TASK TO CARRY OUT. In the listing beneath this line, copy exactly the lines starting with the one containing "Read this map" and going on through the one containing "Map reading. Give".

★ ★ ★ ★ ★

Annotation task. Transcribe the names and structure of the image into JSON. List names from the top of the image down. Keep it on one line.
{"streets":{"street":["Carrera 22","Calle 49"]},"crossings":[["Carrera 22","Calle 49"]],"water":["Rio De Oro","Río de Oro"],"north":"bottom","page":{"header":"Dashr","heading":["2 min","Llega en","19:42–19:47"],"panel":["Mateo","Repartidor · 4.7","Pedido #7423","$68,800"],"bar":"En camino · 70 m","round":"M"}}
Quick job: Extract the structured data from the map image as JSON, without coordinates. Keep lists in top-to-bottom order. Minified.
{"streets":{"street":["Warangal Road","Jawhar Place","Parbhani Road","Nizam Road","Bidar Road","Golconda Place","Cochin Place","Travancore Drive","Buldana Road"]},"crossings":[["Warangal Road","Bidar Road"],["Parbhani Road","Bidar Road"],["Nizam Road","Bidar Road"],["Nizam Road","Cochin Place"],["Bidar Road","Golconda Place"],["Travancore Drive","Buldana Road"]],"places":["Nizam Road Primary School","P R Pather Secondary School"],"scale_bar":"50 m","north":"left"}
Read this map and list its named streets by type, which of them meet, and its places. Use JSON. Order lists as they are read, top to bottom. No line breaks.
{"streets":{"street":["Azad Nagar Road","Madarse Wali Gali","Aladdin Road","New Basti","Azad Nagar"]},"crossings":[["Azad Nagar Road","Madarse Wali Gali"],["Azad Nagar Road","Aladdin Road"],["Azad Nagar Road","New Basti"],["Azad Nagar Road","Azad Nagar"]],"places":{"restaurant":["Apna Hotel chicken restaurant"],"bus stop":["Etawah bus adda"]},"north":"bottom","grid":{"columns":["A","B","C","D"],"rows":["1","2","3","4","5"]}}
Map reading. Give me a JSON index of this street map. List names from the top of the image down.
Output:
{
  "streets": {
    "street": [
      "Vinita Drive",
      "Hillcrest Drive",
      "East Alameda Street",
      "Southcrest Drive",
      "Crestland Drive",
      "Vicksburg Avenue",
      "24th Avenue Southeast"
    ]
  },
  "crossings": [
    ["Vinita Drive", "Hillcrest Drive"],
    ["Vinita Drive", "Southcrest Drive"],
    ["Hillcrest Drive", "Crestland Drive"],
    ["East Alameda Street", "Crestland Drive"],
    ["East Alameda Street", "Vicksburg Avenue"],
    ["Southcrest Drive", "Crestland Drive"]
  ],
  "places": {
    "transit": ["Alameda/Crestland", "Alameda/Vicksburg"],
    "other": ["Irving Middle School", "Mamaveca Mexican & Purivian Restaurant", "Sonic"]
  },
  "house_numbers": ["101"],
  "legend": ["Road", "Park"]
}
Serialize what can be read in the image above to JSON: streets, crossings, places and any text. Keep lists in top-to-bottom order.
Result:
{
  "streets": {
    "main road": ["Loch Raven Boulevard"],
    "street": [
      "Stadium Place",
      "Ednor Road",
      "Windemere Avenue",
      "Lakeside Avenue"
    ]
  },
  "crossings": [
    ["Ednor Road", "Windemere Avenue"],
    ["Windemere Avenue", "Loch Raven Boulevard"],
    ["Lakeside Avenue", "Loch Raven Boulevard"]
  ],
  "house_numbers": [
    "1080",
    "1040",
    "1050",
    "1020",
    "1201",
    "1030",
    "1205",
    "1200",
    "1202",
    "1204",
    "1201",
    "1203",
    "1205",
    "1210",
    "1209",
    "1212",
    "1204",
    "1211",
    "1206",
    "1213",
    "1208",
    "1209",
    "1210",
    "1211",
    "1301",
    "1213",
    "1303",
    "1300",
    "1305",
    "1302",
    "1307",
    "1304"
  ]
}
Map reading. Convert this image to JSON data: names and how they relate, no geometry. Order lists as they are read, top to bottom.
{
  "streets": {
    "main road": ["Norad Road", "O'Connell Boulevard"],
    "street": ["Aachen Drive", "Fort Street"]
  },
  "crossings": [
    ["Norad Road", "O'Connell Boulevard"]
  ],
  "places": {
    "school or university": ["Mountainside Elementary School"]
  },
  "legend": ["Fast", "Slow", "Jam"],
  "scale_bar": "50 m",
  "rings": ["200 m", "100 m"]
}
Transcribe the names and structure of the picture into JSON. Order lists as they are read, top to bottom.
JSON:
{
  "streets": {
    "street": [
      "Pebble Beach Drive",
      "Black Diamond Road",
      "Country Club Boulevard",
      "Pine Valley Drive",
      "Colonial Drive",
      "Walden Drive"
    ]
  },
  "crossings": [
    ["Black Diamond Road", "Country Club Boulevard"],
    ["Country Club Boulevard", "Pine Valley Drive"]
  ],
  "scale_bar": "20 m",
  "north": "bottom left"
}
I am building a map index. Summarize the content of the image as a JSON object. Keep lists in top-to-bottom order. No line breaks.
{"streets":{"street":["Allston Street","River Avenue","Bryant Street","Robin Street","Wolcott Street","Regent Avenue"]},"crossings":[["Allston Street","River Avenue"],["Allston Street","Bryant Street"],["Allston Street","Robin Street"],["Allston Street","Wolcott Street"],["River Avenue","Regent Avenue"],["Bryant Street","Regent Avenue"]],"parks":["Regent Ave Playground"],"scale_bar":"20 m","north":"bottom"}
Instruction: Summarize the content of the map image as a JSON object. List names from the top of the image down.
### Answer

★ ★ ★ ★ ★

RESPONSE BELOW.
Read this map and list its named streets by type, which of them meet, and its places. Use JSON. Order lists as they are read, top to bottom. No line breaks.
{"streets":{"street":["Azad Nagar Road","Madarse Wali Gali","Aladdin Road","New Basti","Azad Nagar"]},"crossings":[["Azad Nagar Road","Madarse Wali Gali"],["Azad Nagar Road","Aladdin Road"],["Azad Nagar Road","New Basti"],["Azad Nagar Road","Azad Nagar"]],"places":{"restaurant":["Apna Hotel chicken restaurant"],"bus stop":["Etawah bus adda"]},"north":"bottom","grid":{"columns":["A","B","C","D"],"rows":["1","2","3","4","5"]}}
Map reading. Give me a JSON index of this street map. List names from the top of the image down.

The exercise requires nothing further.